* [Task goal] Report every line in the records below that holds the word "column".

* [Exercise data]
%%
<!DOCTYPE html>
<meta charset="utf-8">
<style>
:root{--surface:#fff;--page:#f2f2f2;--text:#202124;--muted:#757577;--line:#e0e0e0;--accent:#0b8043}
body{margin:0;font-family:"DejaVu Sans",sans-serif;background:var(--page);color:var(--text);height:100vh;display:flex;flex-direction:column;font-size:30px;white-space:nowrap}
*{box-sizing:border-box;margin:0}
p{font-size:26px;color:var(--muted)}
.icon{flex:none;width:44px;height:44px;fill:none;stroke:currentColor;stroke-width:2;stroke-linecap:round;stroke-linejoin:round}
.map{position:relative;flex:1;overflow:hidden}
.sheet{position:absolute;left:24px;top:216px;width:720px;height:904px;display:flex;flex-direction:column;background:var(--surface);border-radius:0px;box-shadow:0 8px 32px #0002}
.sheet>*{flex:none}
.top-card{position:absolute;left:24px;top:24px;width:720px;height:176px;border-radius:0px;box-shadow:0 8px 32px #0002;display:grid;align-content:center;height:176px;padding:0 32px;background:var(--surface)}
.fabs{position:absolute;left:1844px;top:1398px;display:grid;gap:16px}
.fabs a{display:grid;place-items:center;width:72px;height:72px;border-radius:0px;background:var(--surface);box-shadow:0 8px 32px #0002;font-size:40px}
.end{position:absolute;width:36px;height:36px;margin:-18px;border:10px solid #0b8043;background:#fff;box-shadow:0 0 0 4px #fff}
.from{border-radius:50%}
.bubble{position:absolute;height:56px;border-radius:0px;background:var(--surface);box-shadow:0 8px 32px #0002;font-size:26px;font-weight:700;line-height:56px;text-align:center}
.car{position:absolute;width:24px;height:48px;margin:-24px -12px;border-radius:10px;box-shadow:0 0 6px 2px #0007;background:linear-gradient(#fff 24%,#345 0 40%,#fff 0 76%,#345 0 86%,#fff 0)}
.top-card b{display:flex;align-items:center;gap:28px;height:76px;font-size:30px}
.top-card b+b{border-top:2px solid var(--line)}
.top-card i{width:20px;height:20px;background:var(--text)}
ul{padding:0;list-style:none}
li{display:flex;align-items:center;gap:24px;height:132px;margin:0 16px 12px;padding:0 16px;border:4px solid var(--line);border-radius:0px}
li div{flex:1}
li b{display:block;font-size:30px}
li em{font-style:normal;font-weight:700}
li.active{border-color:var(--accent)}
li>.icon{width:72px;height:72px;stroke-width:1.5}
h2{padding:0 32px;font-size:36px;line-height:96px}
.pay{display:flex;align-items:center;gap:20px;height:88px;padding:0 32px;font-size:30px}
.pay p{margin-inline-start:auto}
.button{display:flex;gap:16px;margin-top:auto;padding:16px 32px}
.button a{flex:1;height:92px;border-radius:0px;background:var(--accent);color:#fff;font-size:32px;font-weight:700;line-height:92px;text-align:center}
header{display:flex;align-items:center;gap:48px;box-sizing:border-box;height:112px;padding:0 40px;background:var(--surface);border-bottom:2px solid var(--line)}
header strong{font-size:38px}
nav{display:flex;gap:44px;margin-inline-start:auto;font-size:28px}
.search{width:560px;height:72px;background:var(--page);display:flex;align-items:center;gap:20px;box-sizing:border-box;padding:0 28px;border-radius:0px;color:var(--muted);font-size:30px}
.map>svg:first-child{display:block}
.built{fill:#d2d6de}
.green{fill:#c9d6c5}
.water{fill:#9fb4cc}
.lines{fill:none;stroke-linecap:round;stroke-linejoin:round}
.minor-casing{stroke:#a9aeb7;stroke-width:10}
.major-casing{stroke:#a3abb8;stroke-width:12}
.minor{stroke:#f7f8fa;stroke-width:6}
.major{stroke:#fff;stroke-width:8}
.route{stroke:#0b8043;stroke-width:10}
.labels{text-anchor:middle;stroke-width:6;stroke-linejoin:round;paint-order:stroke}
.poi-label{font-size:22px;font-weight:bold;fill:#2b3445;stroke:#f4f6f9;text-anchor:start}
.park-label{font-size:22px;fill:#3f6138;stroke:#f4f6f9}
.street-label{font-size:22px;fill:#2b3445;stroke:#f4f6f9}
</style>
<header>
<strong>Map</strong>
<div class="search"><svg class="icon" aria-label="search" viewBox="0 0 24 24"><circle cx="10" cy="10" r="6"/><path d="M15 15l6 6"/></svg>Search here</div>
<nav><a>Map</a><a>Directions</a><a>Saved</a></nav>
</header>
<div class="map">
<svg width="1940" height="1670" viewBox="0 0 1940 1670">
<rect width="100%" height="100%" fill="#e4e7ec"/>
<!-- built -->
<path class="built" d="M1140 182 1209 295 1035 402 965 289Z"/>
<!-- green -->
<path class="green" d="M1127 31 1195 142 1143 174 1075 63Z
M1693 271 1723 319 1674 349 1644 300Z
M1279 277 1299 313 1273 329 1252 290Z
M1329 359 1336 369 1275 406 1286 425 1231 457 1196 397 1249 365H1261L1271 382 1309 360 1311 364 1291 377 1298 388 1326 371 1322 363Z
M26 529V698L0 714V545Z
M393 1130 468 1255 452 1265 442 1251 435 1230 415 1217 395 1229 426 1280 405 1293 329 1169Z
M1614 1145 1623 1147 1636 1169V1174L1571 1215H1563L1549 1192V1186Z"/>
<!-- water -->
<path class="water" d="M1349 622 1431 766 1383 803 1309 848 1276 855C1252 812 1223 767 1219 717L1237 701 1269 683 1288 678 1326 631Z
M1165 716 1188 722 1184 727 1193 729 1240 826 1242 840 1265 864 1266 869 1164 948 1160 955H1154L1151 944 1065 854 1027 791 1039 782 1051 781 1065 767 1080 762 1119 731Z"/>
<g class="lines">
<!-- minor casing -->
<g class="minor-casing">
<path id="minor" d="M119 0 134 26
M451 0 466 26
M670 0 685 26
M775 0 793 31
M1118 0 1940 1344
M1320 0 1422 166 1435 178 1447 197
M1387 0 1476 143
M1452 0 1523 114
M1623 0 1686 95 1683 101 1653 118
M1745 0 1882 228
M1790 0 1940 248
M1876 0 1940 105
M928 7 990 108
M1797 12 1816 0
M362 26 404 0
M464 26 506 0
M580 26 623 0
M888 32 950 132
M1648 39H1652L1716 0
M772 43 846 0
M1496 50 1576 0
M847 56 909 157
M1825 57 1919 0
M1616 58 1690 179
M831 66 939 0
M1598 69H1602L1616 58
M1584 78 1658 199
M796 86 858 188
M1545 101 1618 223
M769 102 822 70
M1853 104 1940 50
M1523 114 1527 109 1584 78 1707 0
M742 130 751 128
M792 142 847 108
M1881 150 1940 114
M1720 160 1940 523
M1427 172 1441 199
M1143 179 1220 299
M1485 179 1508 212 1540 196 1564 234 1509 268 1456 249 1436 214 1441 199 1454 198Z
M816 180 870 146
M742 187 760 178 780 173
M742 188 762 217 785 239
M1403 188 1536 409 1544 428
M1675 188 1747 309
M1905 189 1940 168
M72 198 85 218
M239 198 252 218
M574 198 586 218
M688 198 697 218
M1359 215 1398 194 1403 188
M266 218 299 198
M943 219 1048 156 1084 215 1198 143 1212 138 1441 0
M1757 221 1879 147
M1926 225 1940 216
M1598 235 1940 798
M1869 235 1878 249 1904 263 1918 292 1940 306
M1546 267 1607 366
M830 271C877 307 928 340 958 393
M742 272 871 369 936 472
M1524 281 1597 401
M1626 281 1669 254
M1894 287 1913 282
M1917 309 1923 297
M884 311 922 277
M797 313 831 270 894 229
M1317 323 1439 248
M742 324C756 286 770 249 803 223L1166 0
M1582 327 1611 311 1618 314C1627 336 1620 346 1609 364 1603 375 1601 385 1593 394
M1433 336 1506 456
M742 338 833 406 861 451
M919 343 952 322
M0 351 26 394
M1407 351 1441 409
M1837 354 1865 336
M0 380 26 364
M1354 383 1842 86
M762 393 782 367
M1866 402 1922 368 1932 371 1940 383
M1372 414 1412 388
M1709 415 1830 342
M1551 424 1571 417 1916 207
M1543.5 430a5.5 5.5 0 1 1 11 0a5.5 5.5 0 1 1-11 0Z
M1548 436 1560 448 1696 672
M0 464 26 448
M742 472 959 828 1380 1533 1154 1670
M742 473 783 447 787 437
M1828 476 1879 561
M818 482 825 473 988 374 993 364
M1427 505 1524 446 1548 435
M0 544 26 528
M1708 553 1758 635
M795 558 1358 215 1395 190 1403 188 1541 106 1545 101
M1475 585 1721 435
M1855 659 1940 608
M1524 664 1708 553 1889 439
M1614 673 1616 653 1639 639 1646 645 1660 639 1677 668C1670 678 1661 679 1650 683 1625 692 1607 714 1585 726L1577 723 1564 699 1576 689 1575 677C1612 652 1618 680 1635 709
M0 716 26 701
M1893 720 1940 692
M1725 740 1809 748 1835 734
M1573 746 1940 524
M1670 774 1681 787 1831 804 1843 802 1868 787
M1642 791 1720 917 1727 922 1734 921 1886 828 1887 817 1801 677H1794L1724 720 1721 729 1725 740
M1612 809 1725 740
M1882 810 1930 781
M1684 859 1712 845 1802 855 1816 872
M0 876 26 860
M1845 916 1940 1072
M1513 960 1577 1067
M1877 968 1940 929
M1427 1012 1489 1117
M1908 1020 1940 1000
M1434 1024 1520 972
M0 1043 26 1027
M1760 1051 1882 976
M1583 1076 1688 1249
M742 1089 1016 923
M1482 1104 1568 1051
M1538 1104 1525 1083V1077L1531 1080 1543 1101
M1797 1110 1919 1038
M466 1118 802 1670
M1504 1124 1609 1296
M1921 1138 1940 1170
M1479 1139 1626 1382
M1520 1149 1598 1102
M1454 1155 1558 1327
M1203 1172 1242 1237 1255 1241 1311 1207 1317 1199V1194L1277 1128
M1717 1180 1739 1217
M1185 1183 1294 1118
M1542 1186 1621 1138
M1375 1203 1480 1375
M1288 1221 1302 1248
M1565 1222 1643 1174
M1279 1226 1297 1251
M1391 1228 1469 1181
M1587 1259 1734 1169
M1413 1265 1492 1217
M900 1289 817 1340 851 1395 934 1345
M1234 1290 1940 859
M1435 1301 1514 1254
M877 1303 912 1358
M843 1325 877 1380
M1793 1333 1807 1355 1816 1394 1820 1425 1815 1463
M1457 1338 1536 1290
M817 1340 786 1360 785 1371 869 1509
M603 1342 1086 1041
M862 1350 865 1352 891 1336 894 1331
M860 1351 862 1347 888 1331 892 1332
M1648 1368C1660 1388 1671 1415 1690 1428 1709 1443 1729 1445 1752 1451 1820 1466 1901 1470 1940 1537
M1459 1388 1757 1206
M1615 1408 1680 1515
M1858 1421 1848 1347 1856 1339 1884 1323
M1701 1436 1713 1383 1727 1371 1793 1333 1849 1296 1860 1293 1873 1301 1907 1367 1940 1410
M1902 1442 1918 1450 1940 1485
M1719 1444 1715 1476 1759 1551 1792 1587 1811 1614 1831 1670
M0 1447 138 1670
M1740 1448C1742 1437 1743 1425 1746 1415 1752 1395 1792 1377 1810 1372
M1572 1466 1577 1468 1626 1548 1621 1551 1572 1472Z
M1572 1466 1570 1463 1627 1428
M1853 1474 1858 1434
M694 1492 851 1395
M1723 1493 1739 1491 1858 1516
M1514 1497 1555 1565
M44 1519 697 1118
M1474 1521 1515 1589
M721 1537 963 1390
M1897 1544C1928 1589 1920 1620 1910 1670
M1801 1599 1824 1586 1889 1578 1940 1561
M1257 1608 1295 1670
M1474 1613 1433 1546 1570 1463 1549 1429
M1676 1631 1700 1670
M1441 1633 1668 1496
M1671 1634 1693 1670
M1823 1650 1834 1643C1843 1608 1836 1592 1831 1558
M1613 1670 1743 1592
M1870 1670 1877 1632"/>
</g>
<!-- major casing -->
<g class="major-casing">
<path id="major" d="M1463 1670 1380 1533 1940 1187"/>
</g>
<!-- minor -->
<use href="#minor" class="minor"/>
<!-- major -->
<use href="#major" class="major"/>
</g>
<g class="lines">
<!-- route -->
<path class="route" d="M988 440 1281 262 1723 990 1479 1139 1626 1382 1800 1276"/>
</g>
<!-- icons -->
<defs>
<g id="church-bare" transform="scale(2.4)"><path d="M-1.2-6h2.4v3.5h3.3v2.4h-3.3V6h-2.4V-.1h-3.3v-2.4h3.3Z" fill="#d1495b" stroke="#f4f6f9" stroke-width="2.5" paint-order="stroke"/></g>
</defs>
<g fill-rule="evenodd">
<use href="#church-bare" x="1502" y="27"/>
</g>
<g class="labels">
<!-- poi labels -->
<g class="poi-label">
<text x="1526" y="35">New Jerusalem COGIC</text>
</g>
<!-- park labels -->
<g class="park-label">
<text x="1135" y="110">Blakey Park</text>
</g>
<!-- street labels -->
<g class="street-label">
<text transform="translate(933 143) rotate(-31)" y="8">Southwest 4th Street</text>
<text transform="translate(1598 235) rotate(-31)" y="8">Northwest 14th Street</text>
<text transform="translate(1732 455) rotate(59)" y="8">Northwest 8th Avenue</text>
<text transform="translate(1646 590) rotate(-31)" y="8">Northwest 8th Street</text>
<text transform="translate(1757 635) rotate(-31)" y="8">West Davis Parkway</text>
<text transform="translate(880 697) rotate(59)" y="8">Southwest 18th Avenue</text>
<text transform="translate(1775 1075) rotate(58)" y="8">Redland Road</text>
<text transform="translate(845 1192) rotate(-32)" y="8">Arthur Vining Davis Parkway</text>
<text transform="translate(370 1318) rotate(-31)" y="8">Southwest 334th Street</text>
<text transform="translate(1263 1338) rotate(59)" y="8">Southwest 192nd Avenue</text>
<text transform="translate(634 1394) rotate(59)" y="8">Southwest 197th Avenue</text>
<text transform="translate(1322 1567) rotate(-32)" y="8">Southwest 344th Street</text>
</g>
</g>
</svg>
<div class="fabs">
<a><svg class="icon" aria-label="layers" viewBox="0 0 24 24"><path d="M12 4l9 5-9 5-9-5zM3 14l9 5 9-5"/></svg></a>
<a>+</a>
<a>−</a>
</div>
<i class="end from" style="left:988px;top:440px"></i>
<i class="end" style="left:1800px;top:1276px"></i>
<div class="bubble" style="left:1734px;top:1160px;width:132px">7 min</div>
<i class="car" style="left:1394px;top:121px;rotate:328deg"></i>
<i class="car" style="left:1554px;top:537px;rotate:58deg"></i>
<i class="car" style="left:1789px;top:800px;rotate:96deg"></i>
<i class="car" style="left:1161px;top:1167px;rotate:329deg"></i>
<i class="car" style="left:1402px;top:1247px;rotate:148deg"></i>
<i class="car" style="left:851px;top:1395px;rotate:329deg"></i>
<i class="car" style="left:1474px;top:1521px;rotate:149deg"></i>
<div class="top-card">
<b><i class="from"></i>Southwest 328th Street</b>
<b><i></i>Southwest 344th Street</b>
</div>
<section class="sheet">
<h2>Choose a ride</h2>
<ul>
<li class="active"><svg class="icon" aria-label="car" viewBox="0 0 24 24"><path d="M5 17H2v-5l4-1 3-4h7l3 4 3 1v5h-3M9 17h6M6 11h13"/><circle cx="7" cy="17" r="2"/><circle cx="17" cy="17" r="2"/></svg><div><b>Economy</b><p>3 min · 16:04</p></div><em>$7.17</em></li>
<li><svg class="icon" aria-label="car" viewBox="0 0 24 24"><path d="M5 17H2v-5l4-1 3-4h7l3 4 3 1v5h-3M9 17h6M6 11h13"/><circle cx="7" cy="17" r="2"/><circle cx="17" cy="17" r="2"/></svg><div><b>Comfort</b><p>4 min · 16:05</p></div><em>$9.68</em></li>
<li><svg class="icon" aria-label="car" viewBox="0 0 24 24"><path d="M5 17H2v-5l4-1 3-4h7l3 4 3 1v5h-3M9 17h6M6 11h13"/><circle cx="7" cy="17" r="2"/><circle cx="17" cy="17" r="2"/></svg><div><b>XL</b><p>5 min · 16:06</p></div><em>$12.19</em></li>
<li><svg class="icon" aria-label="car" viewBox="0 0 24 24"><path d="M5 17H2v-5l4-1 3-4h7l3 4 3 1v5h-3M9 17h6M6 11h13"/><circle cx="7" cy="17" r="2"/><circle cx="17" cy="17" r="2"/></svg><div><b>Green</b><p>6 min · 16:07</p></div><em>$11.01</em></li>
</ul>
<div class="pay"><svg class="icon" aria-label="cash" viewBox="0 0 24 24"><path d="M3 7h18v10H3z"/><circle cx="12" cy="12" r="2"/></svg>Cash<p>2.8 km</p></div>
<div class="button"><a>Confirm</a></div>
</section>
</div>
%%
* [Answer for the task]
body{margin:0;font-family:"DejaVu Sans",sans-serif;background:var(--page);color:var(--text);height:100vh;display:flex;flex-direction:column;font-size:30px;white-space:nowrap}
.sheet{position:absolute;left:24px;top:216px;width:720px;height:904px;display:flex;flex-direction:column;background:var(--surface);border-radius:0px;box-shadow:0 8px 32px #0002}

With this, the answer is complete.